Monday 6 May 2013

Sarah Turner's Perestroika

The Carroll / Fletcher Gallery is currently screening Sarah Turner's video work/film epic Perestroika:Reconstructed.

The film takes us on a journey across Russia on the Trans-Siberian Railway over two different time periods. She first took the trip with friends in 1987 when she was an art student and then again some twenty years later in 2007. During this gap she lost her best friend, who was present for the first trip, in a cycling accident in Siberia. It also appears that Turner has succumb to some sort of memory loss of her own also. She retraces her steps in an attempt to regain the memories that she has lost.

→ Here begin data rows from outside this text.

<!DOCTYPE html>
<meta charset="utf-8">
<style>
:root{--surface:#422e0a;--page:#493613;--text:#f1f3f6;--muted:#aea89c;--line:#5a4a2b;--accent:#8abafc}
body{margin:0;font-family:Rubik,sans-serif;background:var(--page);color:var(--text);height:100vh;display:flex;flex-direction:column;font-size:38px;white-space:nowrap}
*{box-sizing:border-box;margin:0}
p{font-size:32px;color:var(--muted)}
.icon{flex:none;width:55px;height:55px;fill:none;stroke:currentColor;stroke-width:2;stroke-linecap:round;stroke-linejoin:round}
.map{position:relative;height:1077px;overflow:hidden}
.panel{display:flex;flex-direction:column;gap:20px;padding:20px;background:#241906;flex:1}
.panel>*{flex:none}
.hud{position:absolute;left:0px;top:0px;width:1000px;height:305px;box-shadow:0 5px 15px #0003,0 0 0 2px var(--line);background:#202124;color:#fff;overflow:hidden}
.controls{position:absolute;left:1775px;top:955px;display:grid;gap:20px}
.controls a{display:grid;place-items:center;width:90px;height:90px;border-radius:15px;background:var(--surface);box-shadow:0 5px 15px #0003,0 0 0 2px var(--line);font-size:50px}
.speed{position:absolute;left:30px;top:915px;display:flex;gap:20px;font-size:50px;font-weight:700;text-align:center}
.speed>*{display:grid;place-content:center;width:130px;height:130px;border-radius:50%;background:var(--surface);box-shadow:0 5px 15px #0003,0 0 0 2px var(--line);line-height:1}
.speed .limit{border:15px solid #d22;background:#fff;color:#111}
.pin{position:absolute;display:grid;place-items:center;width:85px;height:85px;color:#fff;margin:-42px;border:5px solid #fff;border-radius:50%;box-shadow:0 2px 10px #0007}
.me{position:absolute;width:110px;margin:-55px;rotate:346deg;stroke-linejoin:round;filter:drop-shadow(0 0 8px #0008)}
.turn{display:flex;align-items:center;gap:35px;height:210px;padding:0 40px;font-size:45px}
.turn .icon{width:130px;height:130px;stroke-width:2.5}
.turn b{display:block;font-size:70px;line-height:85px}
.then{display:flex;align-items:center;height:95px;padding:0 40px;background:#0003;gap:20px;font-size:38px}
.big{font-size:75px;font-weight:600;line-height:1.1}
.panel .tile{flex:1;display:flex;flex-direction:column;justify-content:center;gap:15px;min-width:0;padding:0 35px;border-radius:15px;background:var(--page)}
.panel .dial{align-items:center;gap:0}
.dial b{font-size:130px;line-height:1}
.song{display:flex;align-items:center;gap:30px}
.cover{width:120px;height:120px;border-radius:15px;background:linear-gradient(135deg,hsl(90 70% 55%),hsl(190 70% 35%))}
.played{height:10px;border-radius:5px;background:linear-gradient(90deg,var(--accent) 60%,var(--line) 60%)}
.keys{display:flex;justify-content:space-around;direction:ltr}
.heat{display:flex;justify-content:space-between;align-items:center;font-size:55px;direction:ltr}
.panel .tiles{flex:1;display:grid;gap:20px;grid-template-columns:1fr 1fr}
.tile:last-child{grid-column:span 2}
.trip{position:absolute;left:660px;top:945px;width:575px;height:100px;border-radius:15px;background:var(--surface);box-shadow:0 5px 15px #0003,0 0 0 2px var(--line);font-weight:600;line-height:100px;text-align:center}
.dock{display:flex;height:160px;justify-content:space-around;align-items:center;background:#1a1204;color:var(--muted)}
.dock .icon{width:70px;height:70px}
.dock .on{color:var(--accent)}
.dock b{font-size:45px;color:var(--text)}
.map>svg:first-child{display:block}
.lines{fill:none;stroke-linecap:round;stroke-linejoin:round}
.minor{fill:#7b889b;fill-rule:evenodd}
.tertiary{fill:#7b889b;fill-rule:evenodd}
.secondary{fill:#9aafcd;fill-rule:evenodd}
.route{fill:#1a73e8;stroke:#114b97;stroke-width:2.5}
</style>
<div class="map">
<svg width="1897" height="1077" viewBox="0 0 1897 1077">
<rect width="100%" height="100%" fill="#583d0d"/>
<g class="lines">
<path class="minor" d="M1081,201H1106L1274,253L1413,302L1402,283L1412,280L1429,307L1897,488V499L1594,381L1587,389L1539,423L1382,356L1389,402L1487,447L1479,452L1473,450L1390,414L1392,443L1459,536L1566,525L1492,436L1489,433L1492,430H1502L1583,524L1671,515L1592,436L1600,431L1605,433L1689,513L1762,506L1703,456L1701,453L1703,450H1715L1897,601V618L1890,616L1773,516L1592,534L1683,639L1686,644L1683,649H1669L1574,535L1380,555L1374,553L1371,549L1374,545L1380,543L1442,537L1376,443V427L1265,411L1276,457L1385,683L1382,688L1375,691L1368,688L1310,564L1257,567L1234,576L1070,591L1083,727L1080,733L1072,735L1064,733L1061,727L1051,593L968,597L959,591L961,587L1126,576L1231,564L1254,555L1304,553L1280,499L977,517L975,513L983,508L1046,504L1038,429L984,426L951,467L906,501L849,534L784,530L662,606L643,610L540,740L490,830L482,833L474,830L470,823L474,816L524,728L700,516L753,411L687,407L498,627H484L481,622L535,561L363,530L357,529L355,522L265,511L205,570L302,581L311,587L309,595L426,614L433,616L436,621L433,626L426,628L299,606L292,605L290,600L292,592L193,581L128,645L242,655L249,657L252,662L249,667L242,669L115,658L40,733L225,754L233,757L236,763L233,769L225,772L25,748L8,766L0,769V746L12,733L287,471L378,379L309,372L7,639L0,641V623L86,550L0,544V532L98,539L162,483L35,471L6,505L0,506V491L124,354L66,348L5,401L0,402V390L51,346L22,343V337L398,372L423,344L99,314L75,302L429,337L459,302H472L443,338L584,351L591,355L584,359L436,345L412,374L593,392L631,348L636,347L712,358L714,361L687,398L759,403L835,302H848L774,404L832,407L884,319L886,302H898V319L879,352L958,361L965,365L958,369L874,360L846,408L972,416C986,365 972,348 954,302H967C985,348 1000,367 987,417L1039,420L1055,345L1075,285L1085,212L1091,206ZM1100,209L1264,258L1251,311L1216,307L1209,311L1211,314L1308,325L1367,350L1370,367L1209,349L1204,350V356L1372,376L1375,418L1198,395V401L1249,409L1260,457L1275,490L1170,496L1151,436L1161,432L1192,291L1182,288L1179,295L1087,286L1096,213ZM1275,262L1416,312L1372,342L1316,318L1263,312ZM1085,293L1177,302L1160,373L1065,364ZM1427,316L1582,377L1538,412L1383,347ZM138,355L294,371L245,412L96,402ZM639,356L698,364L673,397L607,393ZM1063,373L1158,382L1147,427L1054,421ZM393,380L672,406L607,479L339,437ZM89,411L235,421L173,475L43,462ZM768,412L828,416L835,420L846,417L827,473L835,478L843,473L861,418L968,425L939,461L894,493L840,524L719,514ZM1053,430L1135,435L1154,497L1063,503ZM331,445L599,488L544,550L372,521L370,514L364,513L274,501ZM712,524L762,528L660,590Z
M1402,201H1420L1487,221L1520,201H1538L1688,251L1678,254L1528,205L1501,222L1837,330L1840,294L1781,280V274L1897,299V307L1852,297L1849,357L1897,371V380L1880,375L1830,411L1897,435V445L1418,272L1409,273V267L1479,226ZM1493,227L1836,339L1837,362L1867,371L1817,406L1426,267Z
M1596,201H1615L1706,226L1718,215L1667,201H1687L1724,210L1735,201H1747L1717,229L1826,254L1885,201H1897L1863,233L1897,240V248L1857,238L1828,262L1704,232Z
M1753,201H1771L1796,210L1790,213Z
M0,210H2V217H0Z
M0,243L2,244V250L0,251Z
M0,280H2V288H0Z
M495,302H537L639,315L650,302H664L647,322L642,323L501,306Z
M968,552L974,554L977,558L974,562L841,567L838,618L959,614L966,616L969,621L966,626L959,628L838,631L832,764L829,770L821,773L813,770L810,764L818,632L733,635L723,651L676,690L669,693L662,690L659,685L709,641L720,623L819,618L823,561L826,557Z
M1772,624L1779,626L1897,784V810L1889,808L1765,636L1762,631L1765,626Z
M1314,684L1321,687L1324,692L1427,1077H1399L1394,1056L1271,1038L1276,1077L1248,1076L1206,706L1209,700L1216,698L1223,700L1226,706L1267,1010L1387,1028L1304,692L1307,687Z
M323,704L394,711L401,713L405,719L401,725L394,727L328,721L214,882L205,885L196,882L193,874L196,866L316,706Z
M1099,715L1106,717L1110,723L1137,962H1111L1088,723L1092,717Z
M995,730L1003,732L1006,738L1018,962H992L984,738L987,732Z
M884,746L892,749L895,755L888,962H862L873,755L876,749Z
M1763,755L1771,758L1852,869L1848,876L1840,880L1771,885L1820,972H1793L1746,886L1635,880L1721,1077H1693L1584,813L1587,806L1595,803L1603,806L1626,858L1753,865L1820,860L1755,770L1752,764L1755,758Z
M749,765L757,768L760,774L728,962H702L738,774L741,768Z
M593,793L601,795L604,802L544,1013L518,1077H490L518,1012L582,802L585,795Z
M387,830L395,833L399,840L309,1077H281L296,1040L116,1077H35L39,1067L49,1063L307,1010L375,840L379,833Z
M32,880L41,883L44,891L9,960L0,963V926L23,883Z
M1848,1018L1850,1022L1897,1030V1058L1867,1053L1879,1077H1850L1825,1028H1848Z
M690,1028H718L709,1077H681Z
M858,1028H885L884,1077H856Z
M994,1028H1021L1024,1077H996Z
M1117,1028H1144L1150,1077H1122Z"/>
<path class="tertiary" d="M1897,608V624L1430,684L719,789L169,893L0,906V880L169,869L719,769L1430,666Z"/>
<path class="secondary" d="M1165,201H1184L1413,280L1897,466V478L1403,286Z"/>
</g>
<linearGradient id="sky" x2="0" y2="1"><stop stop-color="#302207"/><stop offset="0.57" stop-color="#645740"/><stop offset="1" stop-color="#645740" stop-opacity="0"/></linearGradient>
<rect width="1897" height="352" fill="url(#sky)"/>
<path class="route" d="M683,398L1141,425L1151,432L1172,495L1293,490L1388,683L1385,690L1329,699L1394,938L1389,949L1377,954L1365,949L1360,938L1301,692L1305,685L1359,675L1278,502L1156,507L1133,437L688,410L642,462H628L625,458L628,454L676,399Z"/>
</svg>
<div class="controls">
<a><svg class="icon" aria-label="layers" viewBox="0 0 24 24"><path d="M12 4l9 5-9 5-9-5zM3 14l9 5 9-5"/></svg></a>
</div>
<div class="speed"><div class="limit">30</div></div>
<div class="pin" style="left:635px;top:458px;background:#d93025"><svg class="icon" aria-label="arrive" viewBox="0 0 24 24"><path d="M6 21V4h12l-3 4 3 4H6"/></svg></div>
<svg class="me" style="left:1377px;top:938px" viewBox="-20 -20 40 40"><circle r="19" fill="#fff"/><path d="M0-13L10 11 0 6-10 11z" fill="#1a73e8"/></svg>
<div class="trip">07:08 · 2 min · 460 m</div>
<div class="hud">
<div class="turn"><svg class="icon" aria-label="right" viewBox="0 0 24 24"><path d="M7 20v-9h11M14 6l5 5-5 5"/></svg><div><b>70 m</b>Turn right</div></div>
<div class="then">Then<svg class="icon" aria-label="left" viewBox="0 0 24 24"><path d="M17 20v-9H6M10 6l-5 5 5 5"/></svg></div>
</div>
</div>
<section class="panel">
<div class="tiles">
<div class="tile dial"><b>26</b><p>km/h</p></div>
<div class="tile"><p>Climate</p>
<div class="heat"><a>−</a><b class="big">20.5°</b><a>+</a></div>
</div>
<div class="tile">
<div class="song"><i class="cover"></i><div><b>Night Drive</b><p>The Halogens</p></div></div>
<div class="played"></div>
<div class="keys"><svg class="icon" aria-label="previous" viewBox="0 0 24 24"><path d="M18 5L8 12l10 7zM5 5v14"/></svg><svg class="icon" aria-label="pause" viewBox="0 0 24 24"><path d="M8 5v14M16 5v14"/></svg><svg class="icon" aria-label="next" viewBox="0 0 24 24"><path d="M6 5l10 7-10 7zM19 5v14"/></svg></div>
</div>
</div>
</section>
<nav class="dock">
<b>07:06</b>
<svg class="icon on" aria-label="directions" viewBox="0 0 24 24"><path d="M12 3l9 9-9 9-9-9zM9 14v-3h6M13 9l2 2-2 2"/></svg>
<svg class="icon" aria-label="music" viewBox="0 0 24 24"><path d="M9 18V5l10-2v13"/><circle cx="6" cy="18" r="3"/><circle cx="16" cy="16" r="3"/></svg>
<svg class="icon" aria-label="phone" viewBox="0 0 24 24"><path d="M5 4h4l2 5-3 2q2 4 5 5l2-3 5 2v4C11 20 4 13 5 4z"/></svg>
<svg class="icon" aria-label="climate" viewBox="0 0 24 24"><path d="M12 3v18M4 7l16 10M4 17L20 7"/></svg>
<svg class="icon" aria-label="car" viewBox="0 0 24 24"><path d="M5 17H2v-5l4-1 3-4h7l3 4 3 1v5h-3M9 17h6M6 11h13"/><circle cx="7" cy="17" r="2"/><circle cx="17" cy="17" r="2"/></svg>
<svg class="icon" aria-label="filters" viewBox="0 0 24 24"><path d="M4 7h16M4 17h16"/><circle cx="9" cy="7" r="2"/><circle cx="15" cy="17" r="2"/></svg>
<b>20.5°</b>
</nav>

The film is composed mostly of shots taken from the window of her train cabin with only a few brief ventures outside. The camera and the artists eye are subtly separated. There are only small sections which she filmed through the view finder. This positioning of the camera in important as it changes the images from being representations of actual memories to being only documentation or proof that the actions occurred at all. She includes a monologue to the soundtrack that records her attempts at recalling the memories while she reviews the footage. Her words are mumbled as though at times through gritted teeth or a medicated sedation, eyes closed and tense. Through this the film develops its two strongest themes, being: what we forget and how we remember things.

Stylistically the film is beautiful and the soundtrack is extremely effective (I think it is really what makes the film so special). It's long, at 180 minutes, but it's really worth taking the time. It's one of the best video works I have ever seen.

It is only showing on selected dates and there are only a few more sessions left so get on to the Carroll / Fletcher website and book a spot.